Glenn Russell Your reflection here has me interested. Could you kindly say a few more words?


Josh Friedlander I feel the same - if I've understood you correctly.


Kyle Muntz Ah wow, funny to go back and look at this now. (Also, my apologies to Glenn for somehow missing your comment for... five years!) I was a fan of big, difficult, language driven novels for years--Pynchon, Joyce, Delany, etc--and I think for a long time I felt the prose style was the most important part of a novel. But I do specifically remember that, while reading this, I realized that writing nice sentences (even big, whopping pyrotechnics like Gass) isn't enough to make me enjoy reading a novel. And, when it comes Gass in particular, it can make the experience a lot worse, because he's got a mighty prose but is missing nearly everything else that makes a writer like that worth reading.

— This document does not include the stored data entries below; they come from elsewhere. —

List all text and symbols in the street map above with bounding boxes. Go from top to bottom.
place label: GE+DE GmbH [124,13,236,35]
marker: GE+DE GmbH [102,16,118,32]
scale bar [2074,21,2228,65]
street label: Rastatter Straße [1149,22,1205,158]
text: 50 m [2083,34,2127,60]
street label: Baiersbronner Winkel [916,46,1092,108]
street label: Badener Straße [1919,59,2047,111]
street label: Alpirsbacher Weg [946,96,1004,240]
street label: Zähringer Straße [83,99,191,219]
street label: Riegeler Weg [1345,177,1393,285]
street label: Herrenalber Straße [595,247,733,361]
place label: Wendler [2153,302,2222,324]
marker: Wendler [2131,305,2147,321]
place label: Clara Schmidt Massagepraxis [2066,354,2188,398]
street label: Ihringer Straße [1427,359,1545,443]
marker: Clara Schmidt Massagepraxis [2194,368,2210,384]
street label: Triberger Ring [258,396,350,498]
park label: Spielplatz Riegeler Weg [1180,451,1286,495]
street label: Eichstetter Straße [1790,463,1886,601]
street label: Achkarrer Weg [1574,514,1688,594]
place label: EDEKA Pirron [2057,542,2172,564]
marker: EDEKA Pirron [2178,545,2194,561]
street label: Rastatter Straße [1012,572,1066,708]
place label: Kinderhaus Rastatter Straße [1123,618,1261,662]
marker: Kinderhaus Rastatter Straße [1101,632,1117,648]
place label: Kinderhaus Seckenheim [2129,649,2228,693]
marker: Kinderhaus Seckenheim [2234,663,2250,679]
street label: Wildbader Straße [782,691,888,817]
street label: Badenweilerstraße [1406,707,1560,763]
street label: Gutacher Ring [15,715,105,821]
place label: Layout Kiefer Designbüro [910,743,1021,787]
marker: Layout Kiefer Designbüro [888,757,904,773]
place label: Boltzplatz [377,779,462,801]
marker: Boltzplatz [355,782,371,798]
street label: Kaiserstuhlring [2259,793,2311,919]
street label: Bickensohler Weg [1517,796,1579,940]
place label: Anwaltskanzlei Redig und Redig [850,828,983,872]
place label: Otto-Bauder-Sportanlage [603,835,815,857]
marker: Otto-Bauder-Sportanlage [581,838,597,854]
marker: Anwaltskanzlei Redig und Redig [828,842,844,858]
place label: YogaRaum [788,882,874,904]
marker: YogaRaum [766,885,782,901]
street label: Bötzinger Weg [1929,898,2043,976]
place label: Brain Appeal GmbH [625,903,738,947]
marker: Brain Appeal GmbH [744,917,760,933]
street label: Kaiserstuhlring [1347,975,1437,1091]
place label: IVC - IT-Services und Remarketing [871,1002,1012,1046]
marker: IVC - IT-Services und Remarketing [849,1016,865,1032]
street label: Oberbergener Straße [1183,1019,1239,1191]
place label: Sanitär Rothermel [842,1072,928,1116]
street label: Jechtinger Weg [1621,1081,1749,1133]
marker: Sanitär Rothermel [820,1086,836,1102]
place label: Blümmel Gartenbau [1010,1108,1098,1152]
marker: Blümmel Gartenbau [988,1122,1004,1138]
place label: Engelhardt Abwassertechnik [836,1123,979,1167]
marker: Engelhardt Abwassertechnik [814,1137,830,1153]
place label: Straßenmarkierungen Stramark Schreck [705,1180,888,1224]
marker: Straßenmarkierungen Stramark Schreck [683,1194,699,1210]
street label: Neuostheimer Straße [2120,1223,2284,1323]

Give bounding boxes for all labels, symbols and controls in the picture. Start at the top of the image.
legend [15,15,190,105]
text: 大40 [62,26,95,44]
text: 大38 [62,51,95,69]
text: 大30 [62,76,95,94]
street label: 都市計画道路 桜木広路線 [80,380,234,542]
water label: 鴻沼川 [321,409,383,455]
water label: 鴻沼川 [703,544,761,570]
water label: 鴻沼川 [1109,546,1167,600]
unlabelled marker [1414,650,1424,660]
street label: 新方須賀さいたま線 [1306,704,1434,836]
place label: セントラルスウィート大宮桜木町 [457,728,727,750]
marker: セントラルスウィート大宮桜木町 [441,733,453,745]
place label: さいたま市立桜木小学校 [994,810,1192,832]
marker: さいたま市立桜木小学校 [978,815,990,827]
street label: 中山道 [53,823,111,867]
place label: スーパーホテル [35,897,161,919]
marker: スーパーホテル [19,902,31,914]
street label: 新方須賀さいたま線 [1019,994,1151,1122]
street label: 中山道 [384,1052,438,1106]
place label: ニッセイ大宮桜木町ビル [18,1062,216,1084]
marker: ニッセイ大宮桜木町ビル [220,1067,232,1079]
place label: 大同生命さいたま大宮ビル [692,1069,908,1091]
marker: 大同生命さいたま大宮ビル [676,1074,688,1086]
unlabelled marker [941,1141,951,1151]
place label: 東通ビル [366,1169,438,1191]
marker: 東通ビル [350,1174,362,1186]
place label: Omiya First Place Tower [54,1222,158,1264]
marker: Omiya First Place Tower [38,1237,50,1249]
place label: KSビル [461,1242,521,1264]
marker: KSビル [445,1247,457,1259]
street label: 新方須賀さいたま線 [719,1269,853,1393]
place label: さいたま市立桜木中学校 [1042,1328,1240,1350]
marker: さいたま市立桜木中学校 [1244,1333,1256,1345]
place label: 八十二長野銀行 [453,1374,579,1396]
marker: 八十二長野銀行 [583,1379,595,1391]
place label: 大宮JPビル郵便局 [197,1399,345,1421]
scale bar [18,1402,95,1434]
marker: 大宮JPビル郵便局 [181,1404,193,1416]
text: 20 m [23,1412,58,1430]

I did an MFA program a year after writing this review and came to believe that a lot more strongly. But it's funny to read this review and trace it so clearly to this book. Strangely, when I picked this up, I had already finished The Tunnel, disliked it--and still come to try again.


Josh Friedlander Yes, that's what I thought you were driving at. I also felt like Gass is brilliant, and writes dazzling sentences, but the book didn't ever really engage me. (I haven't yet dared to approach The Tunnel.)